This post received KUDOS

Expert's post

We don't need to calculate anything for this question.

Are all angles of triangle ABC smaller than 90 degrees?

(1) 2AB = 3BC = 4AC --> we have the ratio of the sides: AB:BC:AC=6:4:3. Now, ALL triangles with this ratio are similar and have the same fixed angles. No matter what these angles actually are, the main point is that we can get them and thus answer the question. Sufficient.

(2) AC^2 + AB^2 > BC^2 --> this condition will hold for equilateral triangle (all angles are 60 degrees) as well as for a right triangle with right angle at B or C (so in this case one angle will be 90 degrees, for example consider a right triangle: AC=5, AB=4 and BC=3). Not sufficient.
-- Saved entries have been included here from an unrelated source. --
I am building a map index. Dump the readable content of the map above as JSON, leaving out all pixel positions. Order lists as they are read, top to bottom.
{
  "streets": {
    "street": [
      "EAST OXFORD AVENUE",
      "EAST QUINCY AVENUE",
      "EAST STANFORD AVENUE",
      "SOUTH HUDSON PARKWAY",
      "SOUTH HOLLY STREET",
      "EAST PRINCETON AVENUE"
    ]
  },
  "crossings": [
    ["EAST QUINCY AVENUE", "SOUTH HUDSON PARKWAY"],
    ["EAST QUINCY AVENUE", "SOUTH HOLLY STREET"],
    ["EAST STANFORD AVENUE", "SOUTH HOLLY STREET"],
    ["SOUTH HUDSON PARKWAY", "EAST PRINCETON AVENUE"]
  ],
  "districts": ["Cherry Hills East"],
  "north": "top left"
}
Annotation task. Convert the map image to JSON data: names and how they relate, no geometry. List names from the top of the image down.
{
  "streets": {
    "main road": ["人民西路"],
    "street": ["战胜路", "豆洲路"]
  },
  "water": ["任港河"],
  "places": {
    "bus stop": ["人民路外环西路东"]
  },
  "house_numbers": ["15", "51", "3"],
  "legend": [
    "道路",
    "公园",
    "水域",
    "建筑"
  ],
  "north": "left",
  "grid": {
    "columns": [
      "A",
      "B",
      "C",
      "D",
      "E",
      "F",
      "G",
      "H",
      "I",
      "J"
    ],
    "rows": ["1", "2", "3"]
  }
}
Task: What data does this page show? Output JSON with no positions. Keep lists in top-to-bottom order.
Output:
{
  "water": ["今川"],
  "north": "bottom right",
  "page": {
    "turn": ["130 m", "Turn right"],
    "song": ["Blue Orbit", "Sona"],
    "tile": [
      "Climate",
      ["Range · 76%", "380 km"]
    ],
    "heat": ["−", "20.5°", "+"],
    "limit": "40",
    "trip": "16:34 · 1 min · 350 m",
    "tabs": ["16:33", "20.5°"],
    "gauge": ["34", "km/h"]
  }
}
Re: Are all angles of triangle ABC smaller than 90 degrees? [#permalink]
02 Aug 2012, 21:46

1

This post received KUDOS

shirisha091 wrote:

Why is the ratio 6:4:3 for AB:BC:AC? Not seeing where the 6 came from.

Divide through the given equality 2AB = 3BC = 4AC by 12 and get \frac{AB}{6}=\frac{BC}{4}=\frac{AC}{3}, which can also be written as AB:BC:AC = 6:4:3.
_________________

PhD in Applied Mathematics Love GMAT Quant questions and running.

Re: Are all angles of triangle ABC smaller than 90 degrees? [#permalink]
01 Aug 2012, 07:07

"(1) 2AB = 3BC = 4AC --> we have the ratio of the sides: AB:BC:AC=6:4:3. Now, ALL triangles with this ratio are similar and have the same fixed angles. No matter what these angles actually are, the main point is that we can get them and thus answer the question. Sufficient."

In reference to Bunnel's explanation -

How can we get the angles from the ratio of the sides? Will the angles be in the same ratio as sides?? This is not true for 45-45-90 and 30-60-90 triangles, the angles do not have the same ratio as the sides? How would you compute the actual angles given the ratio of sides, in statement 1?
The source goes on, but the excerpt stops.